ピュアモルト、シングルモルト、シングルバレル、シングルカスク……。
どれも聞いたことがある単語だけど、どんな違いがあるのかは知らなかった。
ピュアはいろいろな地域のモルトウィスキーをブレンドしている。シングルモルトは、1つの樽元?のウィスキーだけを使う。シングルバレルはその樽元のある特定の樽のもの。シングルカスクは水などでいっさい度数調整をしていない……。うろおぼえだが、マスターはそんな説明をしてくれた。

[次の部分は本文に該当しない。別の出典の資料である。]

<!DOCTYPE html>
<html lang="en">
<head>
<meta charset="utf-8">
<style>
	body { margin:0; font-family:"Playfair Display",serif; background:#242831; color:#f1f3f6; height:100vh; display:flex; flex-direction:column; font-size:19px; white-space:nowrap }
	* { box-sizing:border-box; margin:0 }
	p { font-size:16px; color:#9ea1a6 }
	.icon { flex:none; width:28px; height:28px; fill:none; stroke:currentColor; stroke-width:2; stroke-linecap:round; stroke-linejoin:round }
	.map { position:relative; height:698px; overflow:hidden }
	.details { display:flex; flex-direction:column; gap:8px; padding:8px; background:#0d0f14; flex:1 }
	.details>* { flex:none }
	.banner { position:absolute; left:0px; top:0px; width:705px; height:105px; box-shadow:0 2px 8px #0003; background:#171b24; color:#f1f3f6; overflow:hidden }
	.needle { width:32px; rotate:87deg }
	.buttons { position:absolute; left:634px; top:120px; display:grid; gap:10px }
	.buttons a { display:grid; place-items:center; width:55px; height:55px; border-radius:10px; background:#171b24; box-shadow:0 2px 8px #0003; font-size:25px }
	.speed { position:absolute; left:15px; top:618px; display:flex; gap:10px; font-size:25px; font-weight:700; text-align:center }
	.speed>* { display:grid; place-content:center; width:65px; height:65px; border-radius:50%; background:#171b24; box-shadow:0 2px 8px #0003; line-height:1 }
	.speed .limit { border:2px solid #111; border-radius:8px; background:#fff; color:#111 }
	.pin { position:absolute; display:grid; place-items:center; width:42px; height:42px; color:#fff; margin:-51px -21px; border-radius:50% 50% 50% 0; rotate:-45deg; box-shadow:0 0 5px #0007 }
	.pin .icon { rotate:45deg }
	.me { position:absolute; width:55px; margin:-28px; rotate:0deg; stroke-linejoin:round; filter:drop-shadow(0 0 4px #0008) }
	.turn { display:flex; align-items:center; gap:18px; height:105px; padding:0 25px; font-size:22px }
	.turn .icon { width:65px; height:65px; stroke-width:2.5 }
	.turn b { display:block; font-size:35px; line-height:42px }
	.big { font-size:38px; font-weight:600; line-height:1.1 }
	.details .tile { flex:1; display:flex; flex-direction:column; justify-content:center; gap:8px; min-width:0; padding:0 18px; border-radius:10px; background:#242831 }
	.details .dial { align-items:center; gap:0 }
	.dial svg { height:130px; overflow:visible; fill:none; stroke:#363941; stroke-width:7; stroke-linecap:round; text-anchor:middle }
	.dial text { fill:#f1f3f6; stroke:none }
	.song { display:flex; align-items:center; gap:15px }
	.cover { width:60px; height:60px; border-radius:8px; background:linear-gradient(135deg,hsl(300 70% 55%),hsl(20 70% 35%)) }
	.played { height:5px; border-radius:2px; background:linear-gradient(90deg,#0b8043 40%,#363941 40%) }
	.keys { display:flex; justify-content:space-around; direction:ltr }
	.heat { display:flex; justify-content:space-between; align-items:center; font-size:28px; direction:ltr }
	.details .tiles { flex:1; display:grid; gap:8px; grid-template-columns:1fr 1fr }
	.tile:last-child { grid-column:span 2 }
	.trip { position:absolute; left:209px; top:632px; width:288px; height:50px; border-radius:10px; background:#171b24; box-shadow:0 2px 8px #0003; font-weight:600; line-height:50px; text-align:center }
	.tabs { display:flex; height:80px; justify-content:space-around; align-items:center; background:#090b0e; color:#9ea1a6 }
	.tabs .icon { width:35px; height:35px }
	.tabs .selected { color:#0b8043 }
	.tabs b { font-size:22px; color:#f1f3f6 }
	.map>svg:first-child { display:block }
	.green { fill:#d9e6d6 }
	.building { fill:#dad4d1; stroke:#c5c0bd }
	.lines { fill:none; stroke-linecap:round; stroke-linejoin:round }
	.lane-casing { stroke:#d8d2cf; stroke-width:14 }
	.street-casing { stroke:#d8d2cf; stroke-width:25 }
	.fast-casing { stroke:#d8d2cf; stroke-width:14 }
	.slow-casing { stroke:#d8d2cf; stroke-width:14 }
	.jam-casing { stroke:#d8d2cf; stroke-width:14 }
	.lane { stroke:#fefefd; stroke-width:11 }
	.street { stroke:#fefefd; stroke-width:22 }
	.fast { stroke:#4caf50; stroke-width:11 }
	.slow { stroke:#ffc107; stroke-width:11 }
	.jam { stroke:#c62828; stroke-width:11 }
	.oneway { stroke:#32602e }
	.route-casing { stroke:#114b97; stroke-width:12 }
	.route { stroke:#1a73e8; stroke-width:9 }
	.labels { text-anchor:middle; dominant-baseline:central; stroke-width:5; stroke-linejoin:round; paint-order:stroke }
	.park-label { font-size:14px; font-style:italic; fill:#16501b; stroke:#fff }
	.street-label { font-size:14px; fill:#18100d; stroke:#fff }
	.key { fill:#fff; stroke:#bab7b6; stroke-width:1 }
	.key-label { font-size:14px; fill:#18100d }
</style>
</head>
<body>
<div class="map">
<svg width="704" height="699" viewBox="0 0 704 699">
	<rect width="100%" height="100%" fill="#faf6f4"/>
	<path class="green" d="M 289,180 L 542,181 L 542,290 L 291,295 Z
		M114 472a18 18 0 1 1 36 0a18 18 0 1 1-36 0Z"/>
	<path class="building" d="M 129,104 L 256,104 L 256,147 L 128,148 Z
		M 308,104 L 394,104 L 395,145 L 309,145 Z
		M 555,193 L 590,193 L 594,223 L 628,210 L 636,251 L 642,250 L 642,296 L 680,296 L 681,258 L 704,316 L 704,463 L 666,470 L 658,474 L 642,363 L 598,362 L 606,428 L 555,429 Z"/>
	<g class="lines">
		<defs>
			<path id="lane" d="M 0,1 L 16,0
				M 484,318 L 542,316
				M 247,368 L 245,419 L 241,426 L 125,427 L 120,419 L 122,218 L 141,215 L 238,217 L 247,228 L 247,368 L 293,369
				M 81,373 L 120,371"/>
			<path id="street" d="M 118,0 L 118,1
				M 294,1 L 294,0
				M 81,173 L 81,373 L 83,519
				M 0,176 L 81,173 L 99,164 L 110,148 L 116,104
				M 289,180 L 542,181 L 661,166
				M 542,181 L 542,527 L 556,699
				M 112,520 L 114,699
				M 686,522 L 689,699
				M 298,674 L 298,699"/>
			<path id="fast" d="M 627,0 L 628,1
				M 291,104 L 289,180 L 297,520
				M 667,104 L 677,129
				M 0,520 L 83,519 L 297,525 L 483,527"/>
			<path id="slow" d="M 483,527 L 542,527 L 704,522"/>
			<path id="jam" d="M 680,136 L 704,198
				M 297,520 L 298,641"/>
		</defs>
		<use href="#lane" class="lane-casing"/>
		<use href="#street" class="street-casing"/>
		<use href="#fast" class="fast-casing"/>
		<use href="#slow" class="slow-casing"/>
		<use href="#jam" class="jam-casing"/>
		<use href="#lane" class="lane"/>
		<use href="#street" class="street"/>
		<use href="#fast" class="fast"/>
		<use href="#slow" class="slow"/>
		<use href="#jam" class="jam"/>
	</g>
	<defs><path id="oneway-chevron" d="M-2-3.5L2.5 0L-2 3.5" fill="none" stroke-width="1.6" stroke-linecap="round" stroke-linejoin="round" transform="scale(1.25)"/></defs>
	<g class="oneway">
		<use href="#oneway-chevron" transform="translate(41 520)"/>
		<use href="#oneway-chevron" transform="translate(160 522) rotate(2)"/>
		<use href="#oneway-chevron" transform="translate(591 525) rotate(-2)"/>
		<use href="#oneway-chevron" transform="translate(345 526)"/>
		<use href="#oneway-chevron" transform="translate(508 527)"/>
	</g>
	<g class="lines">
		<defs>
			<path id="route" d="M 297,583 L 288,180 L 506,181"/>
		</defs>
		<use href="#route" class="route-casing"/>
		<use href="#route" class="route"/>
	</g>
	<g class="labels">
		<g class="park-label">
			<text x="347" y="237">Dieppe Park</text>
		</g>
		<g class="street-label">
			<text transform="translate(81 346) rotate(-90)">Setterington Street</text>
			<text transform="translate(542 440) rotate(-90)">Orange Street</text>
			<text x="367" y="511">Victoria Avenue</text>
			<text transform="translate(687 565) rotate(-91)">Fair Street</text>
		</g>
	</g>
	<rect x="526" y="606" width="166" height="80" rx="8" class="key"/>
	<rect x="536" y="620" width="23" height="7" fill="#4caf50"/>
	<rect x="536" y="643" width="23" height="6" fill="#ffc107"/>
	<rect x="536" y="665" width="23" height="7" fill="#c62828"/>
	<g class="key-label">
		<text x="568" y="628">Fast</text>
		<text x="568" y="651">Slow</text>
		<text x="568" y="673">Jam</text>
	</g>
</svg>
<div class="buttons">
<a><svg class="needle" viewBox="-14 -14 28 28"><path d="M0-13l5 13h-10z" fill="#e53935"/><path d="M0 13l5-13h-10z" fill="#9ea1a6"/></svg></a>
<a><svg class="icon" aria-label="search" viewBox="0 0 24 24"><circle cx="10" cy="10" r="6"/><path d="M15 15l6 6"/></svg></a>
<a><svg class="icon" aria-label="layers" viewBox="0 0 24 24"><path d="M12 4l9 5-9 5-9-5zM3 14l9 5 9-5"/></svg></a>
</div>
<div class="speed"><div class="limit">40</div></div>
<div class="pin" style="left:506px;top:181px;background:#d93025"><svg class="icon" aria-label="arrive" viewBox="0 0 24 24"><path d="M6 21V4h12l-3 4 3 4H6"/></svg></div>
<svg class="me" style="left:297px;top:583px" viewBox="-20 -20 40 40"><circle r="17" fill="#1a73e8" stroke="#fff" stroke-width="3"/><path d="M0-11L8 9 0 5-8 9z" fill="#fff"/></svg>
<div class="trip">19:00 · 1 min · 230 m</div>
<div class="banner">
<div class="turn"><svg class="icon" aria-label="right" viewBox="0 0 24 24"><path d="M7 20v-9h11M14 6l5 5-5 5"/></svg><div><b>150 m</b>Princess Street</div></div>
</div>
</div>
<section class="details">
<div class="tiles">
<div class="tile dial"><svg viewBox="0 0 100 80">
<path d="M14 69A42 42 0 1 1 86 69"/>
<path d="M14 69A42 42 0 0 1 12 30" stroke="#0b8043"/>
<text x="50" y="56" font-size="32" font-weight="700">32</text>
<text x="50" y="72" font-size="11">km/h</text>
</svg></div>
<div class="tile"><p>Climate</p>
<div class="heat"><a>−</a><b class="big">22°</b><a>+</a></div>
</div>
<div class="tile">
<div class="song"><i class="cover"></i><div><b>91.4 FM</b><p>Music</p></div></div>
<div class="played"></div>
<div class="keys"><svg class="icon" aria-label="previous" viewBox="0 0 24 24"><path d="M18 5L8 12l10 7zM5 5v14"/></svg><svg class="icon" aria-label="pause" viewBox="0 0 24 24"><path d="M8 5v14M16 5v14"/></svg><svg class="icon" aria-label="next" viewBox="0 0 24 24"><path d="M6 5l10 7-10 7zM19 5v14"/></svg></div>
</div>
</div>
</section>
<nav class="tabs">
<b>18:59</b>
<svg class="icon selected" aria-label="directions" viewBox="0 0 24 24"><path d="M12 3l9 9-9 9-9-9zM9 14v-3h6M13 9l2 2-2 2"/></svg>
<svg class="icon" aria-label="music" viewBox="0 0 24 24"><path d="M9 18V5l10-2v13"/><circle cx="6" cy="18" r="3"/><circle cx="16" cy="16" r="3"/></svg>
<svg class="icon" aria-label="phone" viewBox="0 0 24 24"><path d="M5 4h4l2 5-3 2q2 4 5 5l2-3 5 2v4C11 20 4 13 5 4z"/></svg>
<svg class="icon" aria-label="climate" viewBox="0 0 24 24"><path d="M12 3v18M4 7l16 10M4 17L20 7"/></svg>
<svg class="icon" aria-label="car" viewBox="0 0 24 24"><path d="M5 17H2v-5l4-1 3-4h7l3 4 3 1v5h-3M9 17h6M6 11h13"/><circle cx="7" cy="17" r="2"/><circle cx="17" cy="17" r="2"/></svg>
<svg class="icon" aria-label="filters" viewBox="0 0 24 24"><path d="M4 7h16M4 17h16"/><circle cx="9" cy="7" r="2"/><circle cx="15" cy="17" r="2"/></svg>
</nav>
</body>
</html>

シングルカスクのウィスキーの瓶には樽番号まで書いてある。ブレンドせず、その樽の一番いい部分だけを出荷するから、味の個性を楽しめるという。
薄いグラスに3センチほど注いでマスターは口を開いた。
「まずはストレート。鼻の前をさっと横切らせて匂いかいで。鼻にくっつけすぎるとアルコールで嗅覚が麻痺してわからなくなるからね」とマスター。
なるほど、ウィスキーにしてもブランデーにしても、最初はいい香りがするのに3分もしたらわからなくなるのはそのせいだったのか。